====== Exercise input

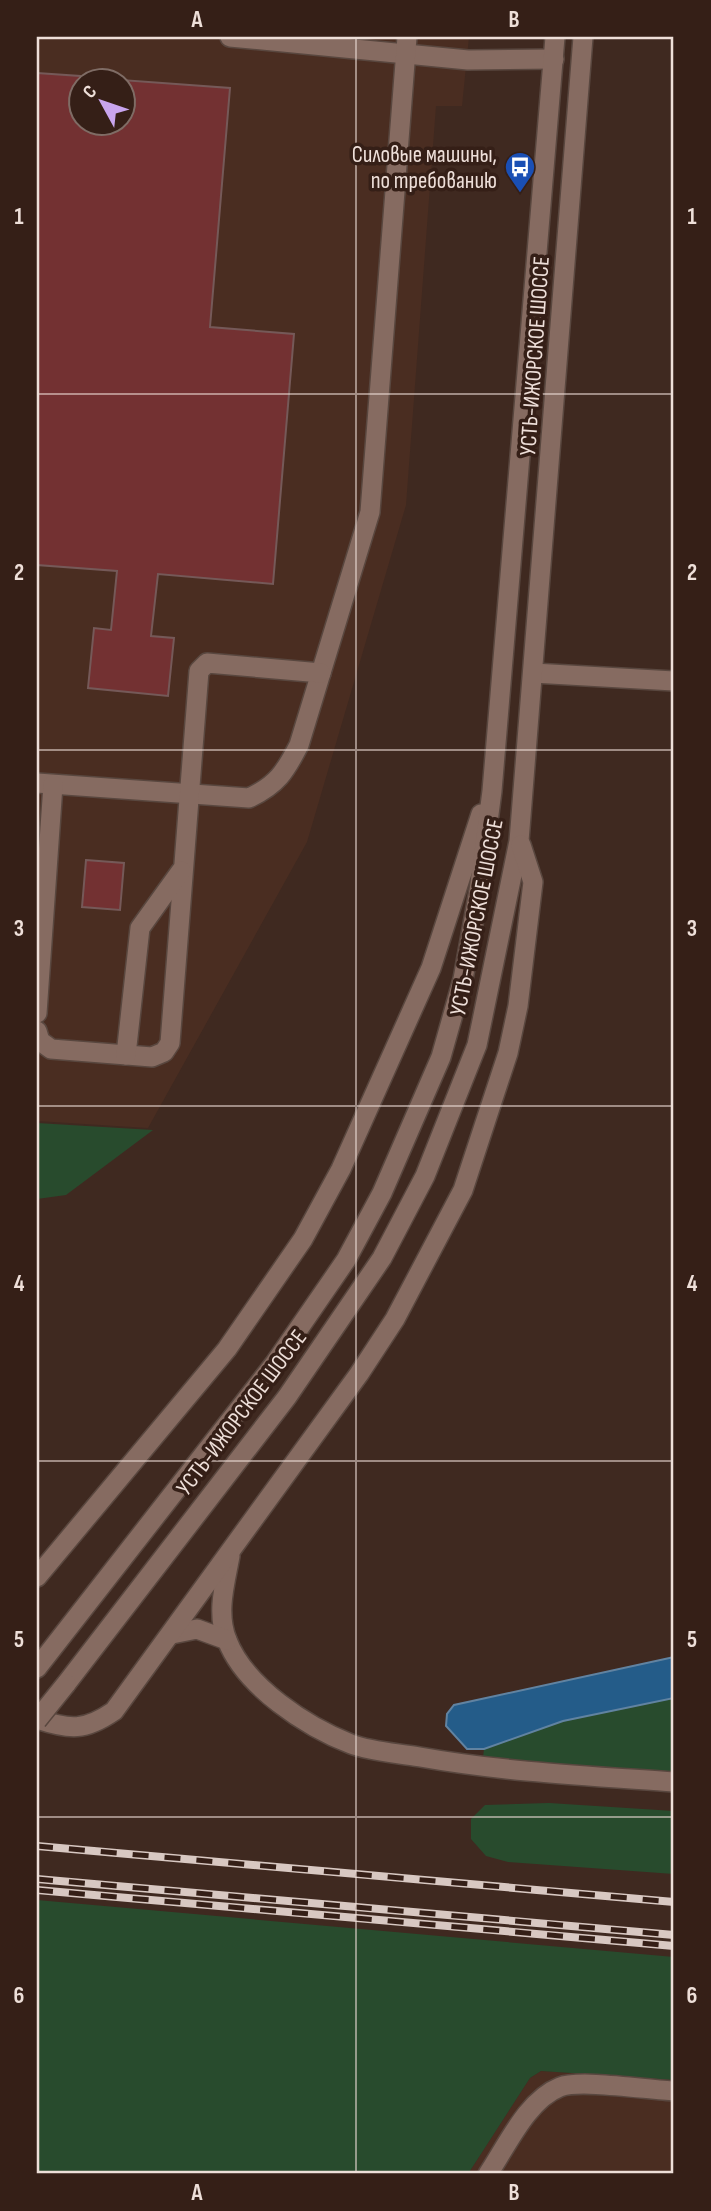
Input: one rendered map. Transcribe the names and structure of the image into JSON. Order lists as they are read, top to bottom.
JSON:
{
  "streets": {
    "street": ["УСТЬ-ИЖОРСКОЕ ШОССЕ"]
  },
  "places": {
    "bus stop": ["Силовые машины, по требованию"]
  },
  "north": "top left",
  "grid": {
    "columns": ["A", "B"],
    "rows": [
      "1",
      "2",
      "3",
      "4",
      "5",
      "6"
    ]
  }
}
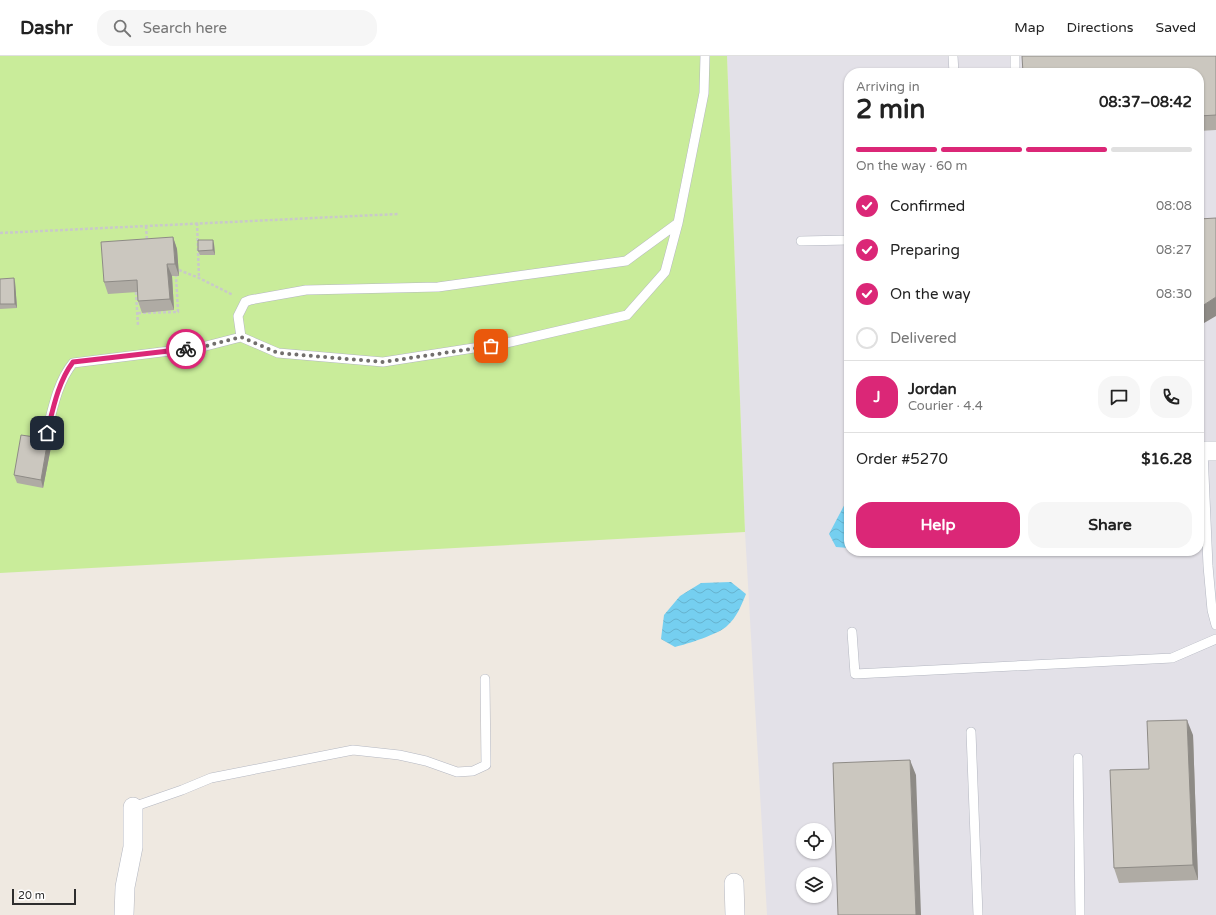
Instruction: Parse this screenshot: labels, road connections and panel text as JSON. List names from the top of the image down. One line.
{"scale_bar":"20 m","page":{"header":"Dashr","search":"Search here","nav":["Map","Directions","Saved"],"heading":["2 min","Arriving in","08:37–08:42"],"panel":["Jordan","Courier · 4.4","Order #5270","$16.28"],"bar":"On the way · 60 m","list":[["Confirmed","08:08"],["Preparing","08:27"],["On the way","08:30"],"Delivered"],"round":"J","buttons":["Help","Share"],"scale":"20 m"}}
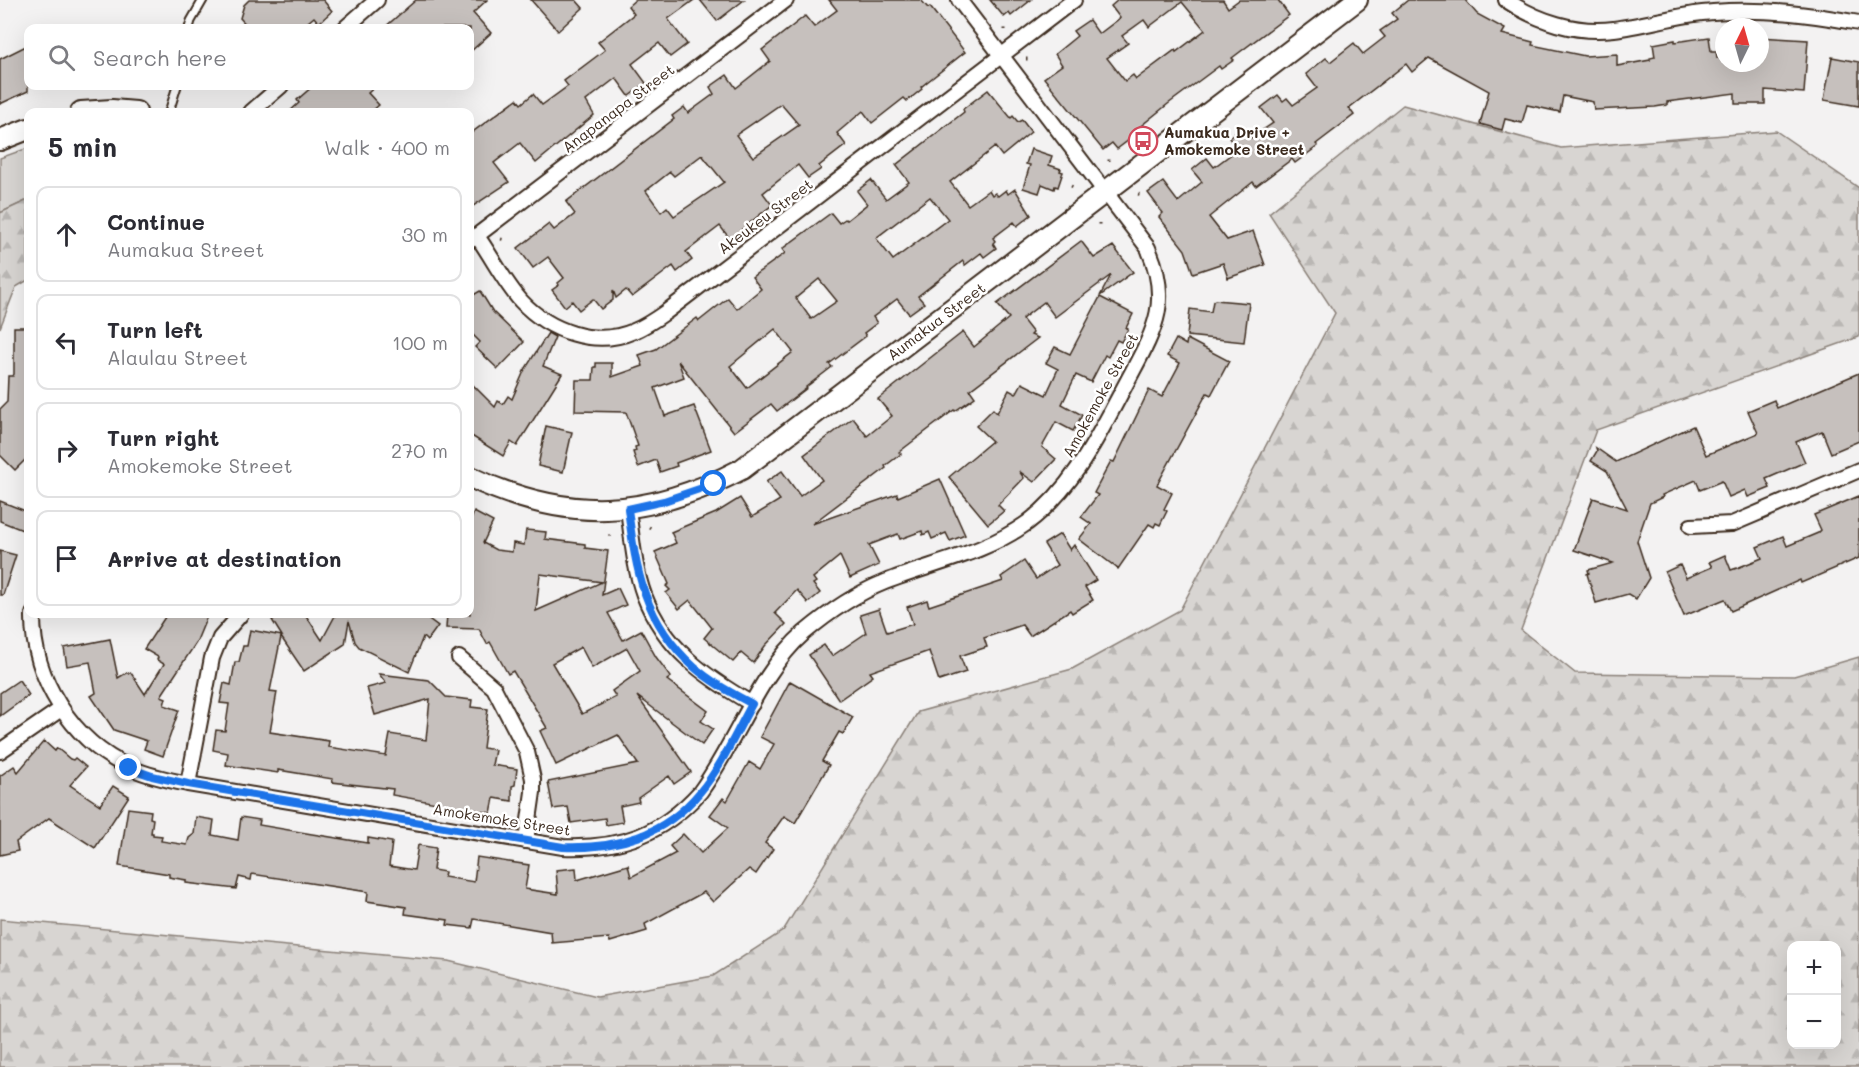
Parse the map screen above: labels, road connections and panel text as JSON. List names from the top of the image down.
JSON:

============

Repeat the records above exactly, without any pictures.

Input: one rendered map. Transcribe the names and structure of the image into JSON. Order lists as they are read, top to bottom.
JSON:
{
  "streets": {
    "street": ["УСТЬ-ИЖОРСКОЕ ШОССЕ"]
  },
  "places": {
    "bus stop": ["Силовые машины, по требованию"]
  },
  "north": "top left",
  "grid": {
    "columns": ["A", "B"],
    "rows": [
      "1",
      "2",
      "3",
      "4",
      "5",
      "6"
    ]
  }
}
Instruction: Parse this screenshot: labels, road connections and panel text as JSON. List names from the top of the image down. One line.
{"scale_bar":"20 m","page":{"header":"Dashr","search":"Search here","nav":["Map","Directions","Saved"],"heading":["2 min","Arriving in","08:37–08:42"],"panel":["Jordan","Courier · 4.4","Order #5270","$16.28"],"bar":"On the way · 60 m","list":[["Confirmed","08:08"],["Preparing","08:27"],["On the way","08:30"],"Delivered"],"round":"J","buttons":["Help","Share"],"scale":"20 m"}}
Parse the map screen above: labels, road connections and panel text as JSON. List names from the top of the image down.
JSON:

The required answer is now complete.